Theatre News

RSC's The Winter's Tale 2021 tour dates announced

The production will travel the country after playing at Stratford and the Barbican Theatre

Andrew French, Kemi-Bo Jacobs, Joseph Kloska and Ben Caplan
Andrew French, Kemi-Bo Jacobs, Joseph Kloska and Ben Caplan
© left and centre left: RSC, photo by Hugo Glendinning, centre right and right: Dan Wooller for WhatsOnStage

Dates for the RSC's 2021 tour of The Winter's Tale were announced today.

Following a run in Stratford-upon-Avon at the Royal Shakespeare Theatre (28 March to 2 October) and its subsequent transfer to the Barbican Theatre (with dates to be confirmed), the show will play at the Lowry Salford (27 to 30 January 2021), the Bradford Alhambra (2 to 6 February), the Marlowe Theatre Canterbury (10 to 13 February) and Newcastle Theatre Royal (23 to 27 February), with another venue to be confirmed in due course.

Set across a 16-year span, the show will take inspiration from Mad Men and the moon landings to tell the story of King Leontes, whose jealousy tears his family apart and has long-lasting consequences.

Joseph Kloska (Imperium) will play Leontes, with Kemi-Bo Jacobs (All My Sons) as Hermione, Ben Caplan (The Exorcist) as Camillo, Amanda Hadingue (Miss Littlewood) as Paulina and Andrew French (Romeo and Juliet) as Polixenes. The cast is completed by Alice Blundell (Dorcas), Alfred Clay (Archidamus), Colm Gormley (Antigonus), William Grint (Young Shepherd), Vicky Hall (Mopsa), Avita Jay (Cleomenes), Zoe Lambert (Shepherdess),Georgia Landers (Perdita), Mogali Masuku (Dion), Dyfrig Morris (Mariner), Baker Mukasa (Lord), Anne Odeke (Autolycus), Bea Webster (Emilia) and Assad Zaman (Florizel).

The production will be directed by RSC deputy artistic director Erica Whyman, with composition by Isobel Waller-Bridge, set design by Tom Piper, costume design by Madeleine Girling, lighting design by Prema Mehta, sound design by Jeremy Dunn, fight direction by Kate Waters and movement direction by Anna Morrissey.

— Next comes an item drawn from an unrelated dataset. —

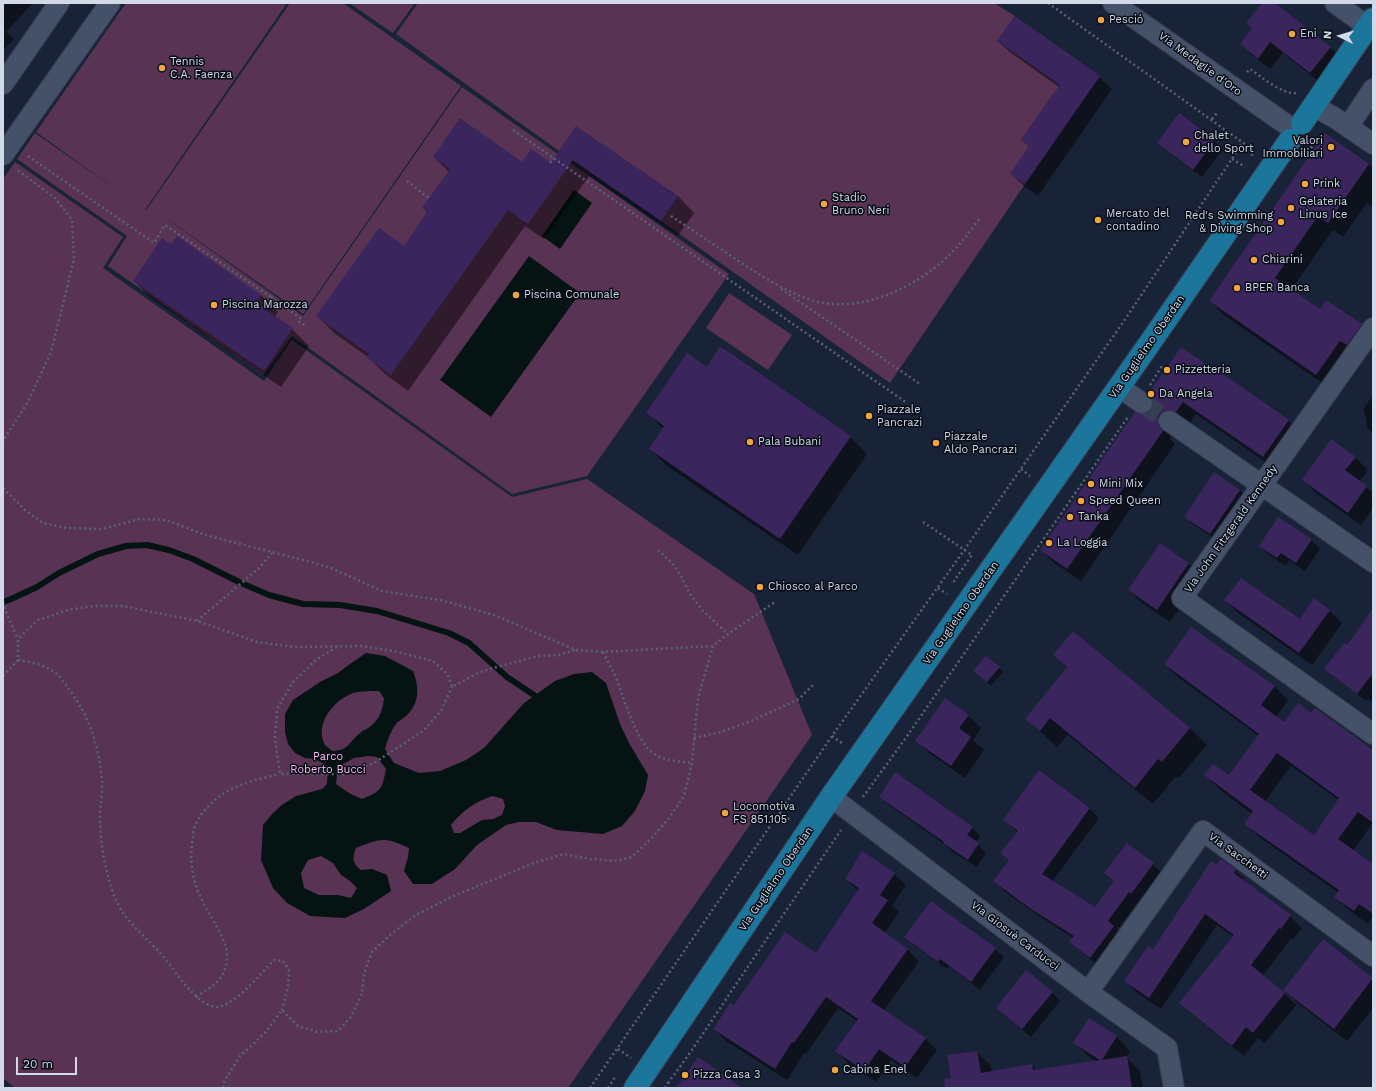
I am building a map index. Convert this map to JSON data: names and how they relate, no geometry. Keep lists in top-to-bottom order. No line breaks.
{"streets":{"main road":["Via Guglielmo Oberdan"],"street":["Via Medaglie d'Oro","Via John Fitzgerald Kennedy","Via Sacchetti","Via Giosuè Carducci"]},"crossings":[["Via Medaglie d'Oro","Via Guglielmo Oberdan"],["Via Guglielmo Oberdan","Via Giosuè Carducci"],["Via Sacchetti","Via Giosuè Carducci"]],"parks":["Parco Roberto Bucci"],"places":["Pesció","Eni","Tennis C.A. Faenza","Chalet dello Sport","Valori Immobiliari","Prink","Stadio Bruno Neri","Gelateria Linus Ice","Mercato del contadino","Red's Swimming & Diving Shop","Chiarini","BPER Banca","Piscina Comunale","Piscina Marozza","Pizzetteria","Da Angela","Piazzale Pancrazi","Pala Bubani","Piazzale Aldo Pancrazi","Mini Mix","Speed Queen","Tanka","La Loggia","Chiosco al Parco","Locomotiva FS 851.105","Cabina Enel","Pizza Casa 3"],"scale_bar":"20 m","north":"left"}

Whyman commented: "I am particularly excited to be directing The Winter's Tale as it is one of my all-time favourite plays. It is a story of a man with immense power, who abuses it in the grip of a totally consuming paranoia, but then comes to his senses on a very public platform and apologises – without limit or excuse. That seems to me an act of such rare humility, that to do justice to it Shakespeare conjures a true fairytale, in which grief, repentance, patience, love and common sense are all in the end rewarded.

"I'm setting my production in the 1950s in a monarchy that has known fascism – an imagined Spain where politics, religion and power are deeply intertwined, moving later to 1969 in the North East of England in which real labour and a deep sense of community seems gloriously healthy, loving and straightforward by comparison."